How to complete this task —
Produce a copy of every line in the records that holds the string "roads".

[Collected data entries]
- - - - - - -
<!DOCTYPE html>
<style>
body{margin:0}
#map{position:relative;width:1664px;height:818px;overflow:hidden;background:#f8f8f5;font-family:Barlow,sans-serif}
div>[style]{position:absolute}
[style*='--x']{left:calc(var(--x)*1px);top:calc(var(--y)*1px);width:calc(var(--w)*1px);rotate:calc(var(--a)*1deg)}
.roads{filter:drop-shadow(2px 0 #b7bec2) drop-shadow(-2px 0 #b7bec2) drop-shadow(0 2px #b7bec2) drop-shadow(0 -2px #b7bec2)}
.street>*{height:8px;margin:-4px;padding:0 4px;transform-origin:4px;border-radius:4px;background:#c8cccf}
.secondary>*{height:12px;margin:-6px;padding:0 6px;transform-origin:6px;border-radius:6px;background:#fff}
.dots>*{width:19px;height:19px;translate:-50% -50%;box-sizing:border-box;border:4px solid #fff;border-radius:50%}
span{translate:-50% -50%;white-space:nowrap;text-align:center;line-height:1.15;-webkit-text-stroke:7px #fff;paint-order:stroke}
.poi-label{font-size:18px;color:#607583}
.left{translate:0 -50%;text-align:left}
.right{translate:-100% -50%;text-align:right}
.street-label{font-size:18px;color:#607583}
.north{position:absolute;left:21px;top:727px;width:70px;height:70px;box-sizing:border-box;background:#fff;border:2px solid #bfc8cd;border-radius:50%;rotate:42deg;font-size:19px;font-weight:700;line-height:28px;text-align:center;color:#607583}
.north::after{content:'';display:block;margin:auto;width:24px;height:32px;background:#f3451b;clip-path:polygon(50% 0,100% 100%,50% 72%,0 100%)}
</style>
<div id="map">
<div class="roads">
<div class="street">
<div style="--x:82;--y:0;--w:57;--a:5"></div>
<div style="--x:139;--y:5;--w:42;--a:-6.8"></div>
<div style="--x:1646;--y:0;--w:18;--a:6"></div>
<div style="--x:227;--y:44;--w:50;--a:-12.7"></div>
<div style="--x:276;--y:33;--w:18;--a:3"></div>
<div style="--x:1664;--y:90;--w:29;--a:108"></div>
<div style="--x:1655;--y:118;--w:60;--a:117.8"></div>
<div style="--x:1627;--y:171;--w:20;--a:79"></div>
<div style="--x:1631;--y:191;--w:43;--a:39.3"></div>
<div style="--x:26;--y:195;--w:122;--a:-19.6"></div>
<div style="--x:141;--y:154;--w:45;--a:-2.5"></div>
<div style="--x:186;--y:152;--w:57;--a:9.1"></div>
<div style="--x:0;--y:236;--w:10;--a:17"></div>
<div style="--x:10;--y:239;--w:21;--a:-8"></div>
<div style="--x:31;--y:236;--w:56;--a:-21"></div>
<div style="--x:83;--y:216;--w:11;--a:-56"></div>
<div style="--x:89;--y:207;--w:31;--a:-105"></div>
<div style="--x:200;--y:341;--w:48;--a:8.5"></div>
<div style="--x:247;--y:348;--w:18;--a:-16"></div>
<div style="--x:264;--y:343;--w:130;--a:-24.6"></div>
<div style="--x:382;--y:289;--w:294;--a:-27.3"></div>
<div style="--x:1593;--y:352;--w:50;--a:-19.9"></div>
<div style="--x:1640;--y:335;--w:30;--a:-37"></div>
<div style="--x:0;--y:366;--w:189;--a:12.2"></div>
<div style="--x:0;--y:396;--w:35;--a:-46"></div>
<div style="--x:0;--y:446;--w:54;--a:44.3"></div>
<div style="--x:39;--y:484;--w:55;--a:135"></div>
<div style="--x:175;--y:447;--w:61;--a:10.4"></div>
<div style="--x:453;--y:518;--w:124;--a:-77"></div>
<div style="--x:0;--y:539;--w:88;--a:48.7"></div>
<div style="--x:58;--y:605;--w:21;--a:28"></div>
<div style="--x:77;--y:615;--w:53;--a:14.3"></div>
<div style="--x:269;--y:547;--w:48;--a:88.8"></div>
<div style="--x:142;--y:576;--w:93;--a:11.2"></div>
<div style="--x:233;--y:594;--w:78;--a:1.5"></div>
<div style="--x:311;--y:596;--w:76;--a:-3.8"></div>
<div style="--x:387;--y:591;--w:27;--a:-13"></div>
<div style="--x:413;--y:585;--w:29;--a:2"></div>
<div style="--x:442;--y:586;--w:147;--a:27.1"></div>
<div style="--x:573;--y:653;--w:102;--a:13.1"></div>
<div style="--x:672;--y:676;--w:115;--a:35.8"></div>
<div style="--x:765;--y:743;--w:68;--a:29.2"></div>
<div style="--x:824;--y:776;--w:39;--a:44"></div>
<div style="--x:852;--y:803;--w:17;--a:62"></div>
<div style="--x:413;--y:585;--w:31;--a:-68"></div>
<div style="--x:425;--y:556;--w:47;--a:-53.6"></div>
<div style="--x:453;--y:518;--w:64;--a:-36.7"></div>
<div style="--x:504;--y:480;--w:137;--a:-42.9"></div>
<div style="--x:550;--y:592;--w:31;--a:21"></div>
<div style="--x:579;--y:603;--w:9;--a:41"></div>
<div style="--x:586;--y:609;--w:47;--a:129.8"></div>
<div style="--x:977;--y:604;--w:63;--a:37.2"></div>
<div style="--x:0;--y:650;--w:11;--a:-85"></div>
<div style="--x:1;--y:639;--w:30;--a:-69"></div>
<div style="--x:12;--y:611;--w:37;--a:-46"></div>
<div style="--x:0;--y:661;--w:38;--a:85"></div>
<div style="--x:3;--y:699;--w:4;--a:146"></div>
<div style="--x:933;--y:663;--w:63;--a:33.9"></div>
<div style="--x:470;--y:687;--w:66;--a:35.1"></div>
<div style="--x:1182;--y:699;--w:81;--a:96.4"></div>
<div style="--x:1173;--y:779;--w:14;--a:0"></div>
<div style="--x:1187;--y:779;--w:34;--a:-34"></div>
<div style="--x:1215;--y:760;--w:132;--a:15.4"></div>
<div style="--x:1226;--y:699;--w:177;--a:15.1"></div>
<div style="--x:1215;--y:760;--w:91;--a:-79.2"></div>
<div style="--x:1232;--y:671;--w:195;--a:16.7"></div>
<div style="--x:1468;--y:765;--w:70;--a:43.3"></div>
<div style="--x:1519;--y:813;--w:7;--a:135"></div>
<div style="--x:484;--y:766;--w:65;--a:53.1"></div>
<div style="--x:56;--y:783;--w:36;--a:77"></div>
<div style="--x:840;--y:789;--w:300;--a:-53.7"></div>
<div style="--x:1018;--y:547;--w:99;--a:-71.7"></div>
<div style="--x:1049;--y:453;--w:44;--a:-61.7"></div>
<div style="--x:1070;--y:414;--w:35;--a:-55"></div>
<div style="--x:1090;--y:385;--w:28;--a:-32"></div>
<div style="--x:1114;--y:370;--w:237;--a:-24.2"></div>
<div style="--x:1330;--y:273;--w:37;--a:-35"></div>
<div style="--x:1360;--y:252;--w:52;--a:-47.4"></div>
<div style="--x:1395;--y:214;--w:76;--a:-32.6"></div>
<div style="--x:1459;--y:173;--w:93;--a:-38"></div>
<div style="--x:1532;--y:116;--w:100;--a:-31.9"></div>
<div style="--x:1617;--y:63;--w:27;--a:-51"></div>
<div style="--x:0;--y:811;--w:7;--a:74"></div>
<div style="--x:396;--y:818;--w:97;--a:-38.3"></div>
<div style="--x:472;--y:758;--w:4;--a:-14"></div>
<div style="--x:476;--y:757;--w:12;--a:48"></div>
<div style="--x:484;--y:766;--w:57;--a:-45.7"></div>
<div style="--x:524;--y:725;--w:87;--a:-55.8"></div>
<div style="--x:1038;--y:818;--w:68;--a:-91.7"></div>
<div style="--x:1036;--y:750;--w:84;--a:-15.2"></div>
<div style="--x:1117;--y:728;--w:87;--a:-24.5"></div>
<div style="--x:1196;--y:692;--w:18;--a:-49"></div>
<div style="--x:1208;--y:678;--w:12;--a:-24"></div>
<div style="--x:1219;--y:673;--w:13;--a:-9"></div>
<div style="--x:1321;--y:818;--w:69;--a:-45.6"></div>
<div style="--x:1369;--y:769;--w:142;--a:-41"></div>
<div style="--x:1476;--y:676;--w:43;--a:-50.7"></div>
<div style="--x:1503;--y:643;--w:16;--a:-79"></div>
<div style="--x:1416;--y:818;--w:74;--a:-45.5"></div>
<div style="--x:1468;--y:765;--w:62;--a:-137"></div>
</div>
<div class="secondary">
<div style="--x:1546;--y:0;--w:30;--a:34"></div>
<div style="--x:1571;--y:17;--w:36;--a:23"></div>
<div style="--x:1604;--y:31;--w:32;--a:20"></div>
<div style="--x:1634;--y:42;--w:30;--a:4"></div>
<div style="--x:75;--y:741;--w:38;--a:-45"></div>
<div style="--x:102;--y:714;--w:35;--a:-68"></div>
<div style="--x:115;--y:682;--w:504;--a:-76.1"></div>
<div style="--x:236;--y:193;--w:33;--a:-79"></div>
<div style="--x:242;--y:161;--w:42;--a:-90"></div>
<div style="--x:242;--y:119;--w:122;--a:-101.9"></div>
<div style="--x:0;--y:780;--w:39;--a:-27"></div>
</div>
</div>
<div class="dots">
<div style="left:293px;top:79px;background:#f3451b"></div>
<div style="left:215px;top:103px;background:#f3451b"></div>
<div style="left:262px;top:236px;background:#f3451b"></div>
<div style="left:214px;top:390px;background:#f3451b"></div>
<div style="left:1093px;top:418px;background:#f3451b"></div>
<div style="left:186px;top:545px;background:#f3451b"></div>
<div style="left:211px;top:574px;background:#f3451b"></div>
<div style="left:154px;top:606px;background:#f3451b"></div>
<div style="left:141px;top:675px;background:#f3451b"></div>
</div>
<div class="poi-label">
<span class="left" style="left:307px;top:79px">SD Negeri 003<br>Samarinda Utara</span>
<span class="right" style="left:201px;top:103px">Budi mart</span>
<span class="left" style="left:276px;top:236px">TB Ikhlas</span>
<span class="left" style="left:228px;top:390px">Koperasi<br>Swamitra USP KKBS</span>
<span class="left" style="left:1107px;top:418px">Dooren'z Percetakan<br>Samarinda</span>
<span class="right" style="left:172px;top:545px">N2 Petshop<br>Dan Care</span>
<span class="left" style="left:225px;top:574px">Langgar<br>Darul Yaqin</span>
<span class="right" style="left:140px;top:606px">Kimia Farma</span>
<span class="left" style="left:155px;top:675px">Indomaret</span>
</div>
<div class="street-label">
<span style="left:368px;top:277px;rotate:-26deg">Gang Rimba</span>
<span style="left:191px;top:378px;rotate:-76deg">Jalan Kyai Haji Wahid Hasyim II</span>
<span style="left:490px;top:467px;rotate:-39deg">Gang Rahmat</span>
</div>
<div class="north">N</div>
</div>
- - - - - - -
Task output —
.roads{filter:drop-shadow(2px 0 #b7bec2) drop-shadow(-2px 0 #b7bec2) drop-shadow(0 2px #b7bec2) drop-shadow(0 -2px #b7bec2)}
<div class="roads">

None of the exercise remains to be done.